Cora is a simpering weakling who takes her abusive husband back time after time, naively believing his promises that he “will never do it again.” While this is an accurate portrayal of battered woman syndrome and younger readers will definitely be shocked by the lack of help the law offered women in the 1970s, it’s hard to have sympathy for Cora when her daughter suffers the consequences of her poor role modeling and this violent man.

When Ernt inherits a homestead in Alaska from a war buddy who was killed, he decides he wants to leave civilization and live off the grid. He drags his wife and daughter to a dilapidated cabin with no running water, heat, or electricity, and where Cora and Leni have to be constantly vigilant against attacks from bears and wolves.  

The nearby “town” has few people and a one-room schoolhouse. In Ernt’s zeal to be far
from society, the idea of there being a school for Leni to attend didn’t even cross his mind. Neither of these adults is likeable.

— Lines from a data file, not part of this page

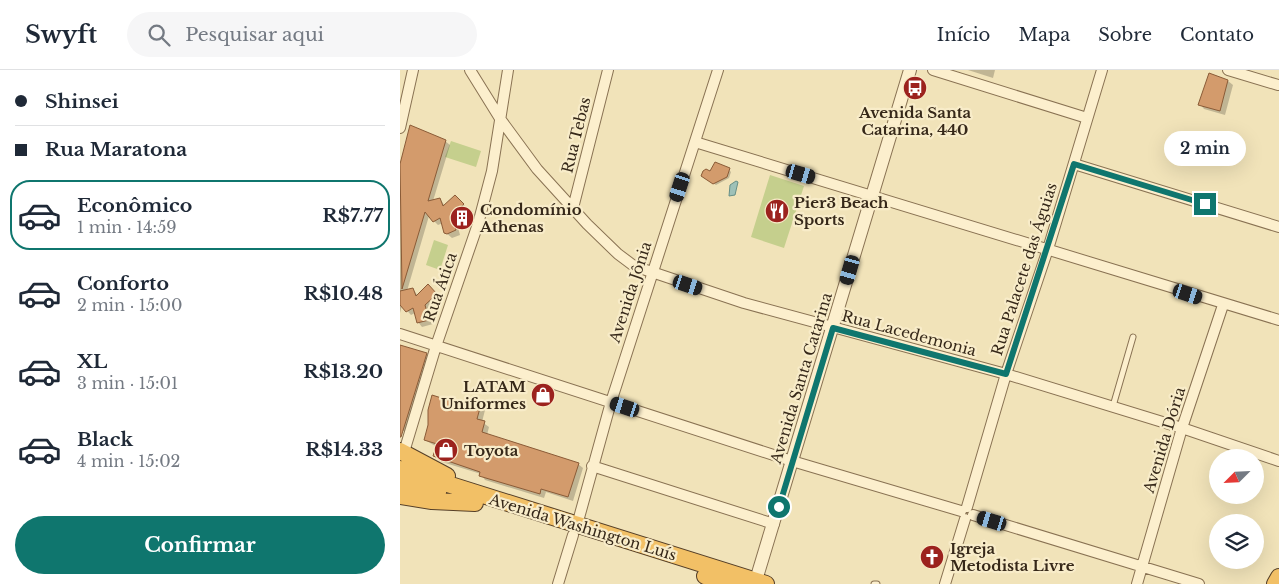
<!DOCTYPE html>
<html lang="pt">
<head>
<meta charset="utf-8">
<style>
	body { margin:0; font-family:"Libre Baskerville",serif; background:#f6f6f7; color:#1f2937; height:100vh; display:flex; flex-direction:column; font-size:19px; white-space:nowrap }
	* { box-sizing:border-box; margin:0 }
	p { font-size:16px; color:#747a83 }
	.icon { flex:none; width:28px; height:28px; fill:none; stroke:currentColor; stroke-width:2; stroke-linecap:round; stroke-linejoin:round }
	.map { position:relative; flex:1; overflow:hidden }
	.side { display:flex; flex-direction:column; background:#fff; width:400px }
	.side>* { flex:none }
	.banner { display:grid; align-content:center; height:110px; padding:0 15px; background:#fff }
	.needle { width:32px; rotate:246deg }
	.fabs { position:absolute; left:809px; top:379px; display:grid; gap:10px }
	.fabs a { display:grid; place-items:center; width:55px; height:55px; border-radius:50%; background:#fff; box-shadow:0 5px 20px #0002; font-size:25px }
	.end { position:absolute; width:22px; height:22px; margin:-11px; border:6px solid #0f766e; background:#fff; box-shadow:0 0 0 2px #fff }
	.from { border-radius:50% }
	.bubble { position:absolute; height:35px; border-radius:18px; background:#fff; box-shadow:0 5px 20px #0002; font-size:16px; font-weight:700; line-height:35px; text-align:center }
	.car { position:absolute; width:15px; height:30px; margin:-15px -8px; border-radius:6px; box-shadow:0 0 4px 1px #0007; background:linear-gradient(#222 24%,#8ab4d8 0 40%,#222 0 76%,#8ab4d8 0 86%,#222 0) }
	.banner b { display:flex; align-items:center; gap:18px; height:48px; font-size:19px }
	.banner b+b { border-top:1px solid #e0e1e3 }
	.banner i { width:12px; height:12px; background:#1f2937 }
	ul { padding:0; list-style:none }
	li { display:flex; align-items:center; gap:15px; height:70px; margin:0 10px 8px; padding:0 5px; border:2px solid transparent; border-radius:20px }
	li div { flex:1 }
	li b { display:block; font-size:19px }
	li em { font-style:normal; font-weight:700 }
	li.on { border-color:#0f766e }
	li>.icon { width:45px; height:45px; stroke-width:1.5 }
	.cta { display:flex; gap:10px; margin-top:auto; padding:10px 15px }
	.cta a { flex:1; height:58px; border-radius:30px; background:#0f766e; color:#fff; font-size:20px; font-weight:700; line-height:58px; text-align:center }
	header { display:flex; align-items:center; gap:30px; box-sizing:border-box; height:70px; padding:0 25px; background:#fff; border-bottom:1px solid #e0e1e3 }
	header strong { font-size:24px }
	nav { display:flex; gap:28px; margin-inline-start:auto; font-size:18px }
	.search { width:350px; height:45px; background:#f6f6f7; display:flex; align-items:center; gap:12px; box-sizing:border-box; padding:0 18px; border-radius:28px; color:#747a83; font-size:19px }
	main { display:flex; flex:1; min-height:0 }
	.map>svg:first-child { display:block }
</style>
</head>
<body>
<header>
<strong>Swyft</strong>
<div class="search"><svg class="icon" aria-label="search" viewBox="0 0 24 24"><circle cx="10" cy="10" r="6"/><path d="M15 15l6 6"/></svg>Pesquisar aqui</div>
<nav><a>Início</a><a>Mapa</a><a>Sobre</a><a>Contato</a></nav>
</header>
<main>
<section class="side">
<div class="banner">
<b><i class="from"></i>Shinsei</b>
<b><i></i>Rua Maratona</b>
</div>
<ul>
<li class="on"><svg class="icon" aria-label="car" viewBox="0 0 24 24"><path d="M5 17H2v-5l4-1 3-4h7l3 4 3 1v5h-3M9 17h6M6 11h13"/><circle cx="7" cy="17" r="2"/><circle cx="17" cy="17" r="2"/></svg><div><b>Econômico</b><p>1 min · 14:59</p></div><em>R$7.77</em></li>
<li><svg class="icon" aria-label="car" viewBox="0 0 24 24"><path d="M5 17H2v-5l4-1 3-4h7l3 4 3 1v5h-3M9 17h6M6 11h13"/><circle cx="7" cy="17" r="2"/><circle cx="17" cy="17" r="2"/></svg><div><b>Conforto</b><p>2 min · 15:00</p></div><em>R$10.48</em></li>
<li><svg class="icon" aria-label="car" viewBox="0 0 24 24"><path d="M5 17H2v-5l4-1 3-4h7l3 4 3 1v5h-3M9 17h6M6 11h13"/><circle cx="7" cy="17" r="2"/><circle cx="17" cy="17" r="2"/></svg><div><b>XL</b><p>3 min · 15:01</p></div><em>R$13.20</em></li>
<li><svg class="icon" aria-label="car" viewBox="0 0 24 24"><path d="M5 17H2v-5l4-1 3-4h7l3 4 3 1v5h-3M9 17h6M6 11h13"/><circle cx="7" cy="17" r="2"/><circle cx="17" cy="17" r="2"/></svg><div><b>Black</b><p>4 min · 15:02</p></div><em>R$14.33</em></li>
</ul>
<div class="cta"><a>Confirmar</a></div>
</section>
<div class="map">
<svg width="879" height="514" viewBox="0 0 879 514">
	<rect width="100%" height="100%" fill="#f1e3b9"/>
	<!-- green -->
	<path fill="#c5cf8d" d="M 51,71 L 81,81 L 76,97 L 45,87 Z
		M 370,105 L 404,116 L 384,178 L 351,167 Z
		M 34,170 L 48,175 L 40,200 L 26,195 Z"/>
	<!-- water -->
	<path fill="#9ec1b8" stroke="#668f86" d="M 336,111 L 338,112 L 335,125 L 329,126 L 330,115 Z"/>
	<!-- shadow -->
	<path fill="#0003" d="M 568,0 L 595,0 L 593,8 Z
		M 828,11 L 833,15 L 825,45 L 804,39 L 800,34 Z
		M 11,57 L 45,71 L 50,75 L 33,131 L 40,129 L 45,136 L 55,126 L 68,139 L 56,150 L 60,165 L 52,168 L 45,162 L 43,153 L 38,155 L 29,146 L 7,221 L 13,219 L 18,226 L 28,216 L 40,227 L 41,229 L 29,240 L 33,254 L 22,257 L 18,252 L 15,243 L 11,245 L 2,235 L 0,243 L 0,97 Z
		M 329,100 L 331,102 L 329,108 L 316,115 L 305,108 Z
		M 0,276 L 26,284 L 31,289 L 9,361 L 0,361 Z
		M 80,335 L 85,340 L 82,352 L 89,357 L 87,365 L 178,394 L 183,398 L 173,431 L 146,422 L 144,428 L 85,410 L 81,404 L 42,392 L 34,386 L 37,377 L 25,370 L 71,338 Z"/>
	<!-- building -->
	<path fill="#d39b6c" stroke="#8a5b37" d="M 809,3 L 828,10 L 820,41 L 798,35 Z
		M 10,55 L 46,70 L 28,131 L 40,128 L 43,136 L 55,125 L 64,134 L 52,145 L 56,160 L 47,164 L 44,163 L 40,148 L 33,152 L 25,142 L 2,219 L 0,94 Z
		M 315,92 L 330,98 L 327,107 L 313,114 L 301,106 L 303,101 L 306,99 L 310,101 Z
		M 28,214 L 37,224 L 25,235 L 29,250 L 17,253 L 13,238 L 6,242 L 0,235 L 0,221 L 13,218 L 16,226 Z
		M 0,275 L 27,283 L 1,367 L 0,367 Z
		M 32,325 L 70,337 L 72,331 L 81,334 L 77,349 L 85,351 L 82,362 L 179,393 L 168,427 L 141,419 L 140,424 L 79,406 L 80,402 L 33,386 L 37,374 L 24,370 L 28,355 L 28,340 Z"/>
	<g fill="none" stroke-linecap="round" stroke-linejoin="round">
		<!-- service casing -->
		<g stroke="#897253" stroke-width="7">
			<path id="service" d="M 713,336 L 733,267
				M 474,514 L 477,514"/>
		</g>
		<!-- minor casing -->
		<g stroke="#897253" stroke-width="12">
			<path id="minor" d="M 70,0 L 101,50 L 137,99 L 187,154 L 218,184 L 234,196 L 344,233 L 606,304 L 782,358 L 879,391
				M 533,0 L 687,48
				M 828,0 L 878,15
				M 0,58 L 13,0
				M 295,72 L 879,250
				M 674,94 L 879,157
				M 173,138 L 208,0
				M 0,264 L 392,391 L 561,441
				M 4,382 L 36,276 L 78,154 L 92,101 L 108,0
				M 192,396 L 374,454
				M 567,437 L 606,304 L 648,179 L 702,0
				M 573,445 L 799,514
				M 177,455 L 211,332 L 318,0
				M 158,514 L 173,465
				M 545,514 L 565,449
				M 737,514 L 782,358 L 823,235"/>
		</g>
		<!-- tertiary casing -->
		<g stroke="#897253" stroke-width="14">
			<path id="tertiary" d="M 356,510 L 510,0"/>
		</g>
		<!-- trunk casing -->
		<g stroke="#553f28" stroke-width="18">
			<path id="trunk" d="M 0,381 L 47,406
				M 0,399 L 366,514
				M 0,413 L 38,422
				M 0,426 L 32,431 L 75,433
				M 305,506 L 331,514
				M 875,514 L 879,507"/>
		</g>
		<!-- service -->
		<use href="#service" stroke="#fcefcd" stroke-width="5"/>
		<!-- minor -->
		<use href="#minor" stroke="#fcefcd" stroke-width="10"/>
		<!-- tertiary -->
		<use href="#tertiary" stroke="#fcefcd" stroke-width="12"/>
		<!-- trunk -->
		<use href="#trunk" stroke="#f2c066" stroke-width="16"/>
	</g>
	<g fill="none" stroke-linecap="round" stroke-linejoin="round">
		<!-- route -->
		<path stroke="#0f766e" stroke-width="6" d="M 379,437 L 433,258 L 606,304 L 674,94 L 805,134"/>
	</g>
	<!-- icons -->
	<defs>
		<g id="bus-disc" transform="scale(1.25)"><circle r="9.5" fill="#9c221e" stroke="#f8ecc9"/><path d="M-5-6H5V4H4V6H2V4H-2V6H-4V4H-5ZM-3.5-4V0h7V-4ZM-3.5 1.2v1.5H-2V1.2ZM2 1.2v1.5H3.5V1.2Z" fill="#fff"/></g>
		<g id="restaurant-disc" transform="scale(1.25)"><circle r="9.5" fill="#9c221e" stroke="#f8ecc9"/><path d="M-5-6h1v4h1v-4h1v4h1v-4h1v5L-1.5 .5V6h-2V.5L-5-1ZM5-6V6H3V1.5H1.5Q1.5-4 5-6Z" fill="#fff"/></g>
		<g id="building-disc" transform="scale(1.25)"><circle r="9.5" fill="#9c221e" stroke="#f8ecc9"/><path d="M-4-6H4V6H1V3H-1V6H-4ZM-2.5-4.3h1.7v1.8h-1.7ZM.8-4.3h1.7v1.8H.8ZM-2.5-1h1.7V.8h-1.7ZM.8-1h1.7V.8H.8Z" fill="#fff"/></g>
		<g id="shop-disc" transform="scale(1.25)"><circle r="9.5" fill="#9c221e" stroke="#f8ecc9"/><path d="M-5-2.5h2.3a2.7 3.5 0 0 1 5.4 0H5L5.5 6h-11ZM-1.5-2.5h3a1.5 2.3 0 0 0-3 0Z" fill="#fff"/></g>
		<g id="church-disc" transform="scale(1.25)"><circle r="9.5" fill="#9c221e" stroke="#f8ecc9"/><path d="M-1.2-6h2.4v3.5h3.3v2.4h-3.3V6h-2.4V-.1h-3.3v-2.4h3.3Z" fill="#fff"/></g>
	</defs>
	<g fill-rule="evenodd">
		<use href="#bus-disc" x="515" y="18"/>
		<use href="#restaurant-disc" x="377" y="141"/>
		<use href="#building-disc" x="62" y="148"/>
		<use href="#shop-disc" x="143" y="325"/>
		<use href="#shop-disc" x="46" y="380"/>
		<use href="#church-disc" x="532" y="487"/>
	</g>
	<g text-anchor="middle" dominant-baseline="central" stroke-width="4.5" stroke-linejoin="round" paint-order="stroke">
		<!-- poi labels -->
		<g font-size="15" font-weight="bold" fill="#362819" stroke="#f8ecc9" text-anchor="start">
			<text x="515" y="42" text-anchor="middle">Avenida Santa<tspan x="515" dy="17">Catarina, 440</tspan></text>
			<text x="394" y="132">Pier3 Beach<tspan x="394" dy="17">Sports</tspan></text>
			<text x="80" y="139">Condomínio<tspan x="80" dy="17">Athenas</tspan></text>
			<text x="126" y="316" text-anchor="end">LATAM<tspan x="126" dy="17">Uniformes</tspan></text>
			<text x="64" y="380">Toyota</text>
			<text x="550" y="478">Igreja<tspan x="550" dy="17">Metodista Livre</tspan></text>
		</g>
		<!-- street labels -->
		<g font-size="15" fill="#362819" stroke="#f8ecc9">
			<text transform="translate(176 65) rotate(-76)">Rua Tebas</text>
			<text transform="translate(624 199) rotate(-72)">Rua Palacete das Águias</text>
			<text transform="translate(40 217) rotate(-71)">Rua Ática</text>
			<text transform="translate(230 222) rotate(-72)">Avenida Jônia</text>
			<text transform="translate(509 263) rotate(15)">Rua Lacedemonia</text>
			<text transform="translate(401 308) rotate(-73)">Avenida Santa Catarina</text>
			<text transform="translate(764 370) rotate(-73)">Avenida Dória</text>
			<text transform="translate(183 457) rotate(17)">Avenida Washington Luís</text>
		</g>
	</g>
</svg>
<div class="fabs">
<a><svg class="needle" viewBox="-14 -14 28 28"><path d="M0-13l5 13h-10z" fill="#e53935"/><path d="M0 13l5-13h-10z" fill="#747a83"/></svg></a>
<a><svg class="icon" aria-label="layers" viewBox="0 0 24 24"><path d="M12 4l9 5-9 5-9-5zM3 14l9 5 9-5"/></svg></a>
</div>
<i class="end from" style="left:379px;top:437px"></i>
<i class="end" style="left:805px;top:134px"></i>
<div class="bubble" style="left:764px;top:61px;width:82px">2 min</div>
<i class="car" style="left:401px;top:104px;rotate:106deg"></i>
<i class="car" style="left:280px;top:117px;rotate:198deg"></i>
<i class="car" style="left:450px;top:200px;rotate:196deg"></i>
<i class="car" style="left:288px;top:215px;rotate:108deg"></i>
<i class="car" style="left:788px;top:224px;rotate:108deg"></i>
<i class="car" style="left:225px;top:337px;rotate:288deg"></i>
<i class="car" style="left:592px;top:451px;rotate:287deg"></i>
</div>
</main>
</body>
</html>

While they can do what they want, they seem oblivious to the fact that they are condemning their child to live in a place where she has no opportunity or future.

If I hadn’t been reading this book for the book club, I would have quit after Chapter One. I had to force myself to plod on. Around page 250, I was surprised to see the plot finally kick in. Then I couldn’t put the book down. The first 250 pages could have been condensed into 50-75 to keep the story moving. The problem with the last 200, though, is that the real plot is rushed. What was in these pages should have been the entire book but stretched out and expanded. I’m not sure why the editors at St. Martin’s Press didn’t see this.

While the author’s writing is very visual, the descriptions of Alaska’s desolation are well done, and the state certainly seems to have unparalleled beauty, Hannah’s constant intrusion into the story was annoying. Her frequent asides in parentheses to the readers should have been edited out. Example: “Leni got out of the plane carefully (nothing was more dangerous up here than getting wet in the winter).”

Also, when reading the narrative portions, it often seemed we were in the author’s head and not in a character’s. The viewpoint of Leni as a 13-year-old is that of an adult—again, the author. Leni knows names of trees, plants, and places that are not yet part of her experience, and she can tell the ages of adults (that one looks 40 and that one looks 50), which no child that young could do. These adults would just be “old.”

Also, there was repeated dialogue—one character saying the exact same unusual phrasing of words that a previous character had said (again an editing problem)—and changes of viewpoint that appeared very late in the story and weren’t really necessary.

I do have to say that the ending is satisfying and worth getting to, but as I mentioned, the story moves in a slow, boring, and aggravating manner for those first 250 pages and then speeds through the real meat. If you are looking for a story that hooks you from the first page, this one falls far short of the mark.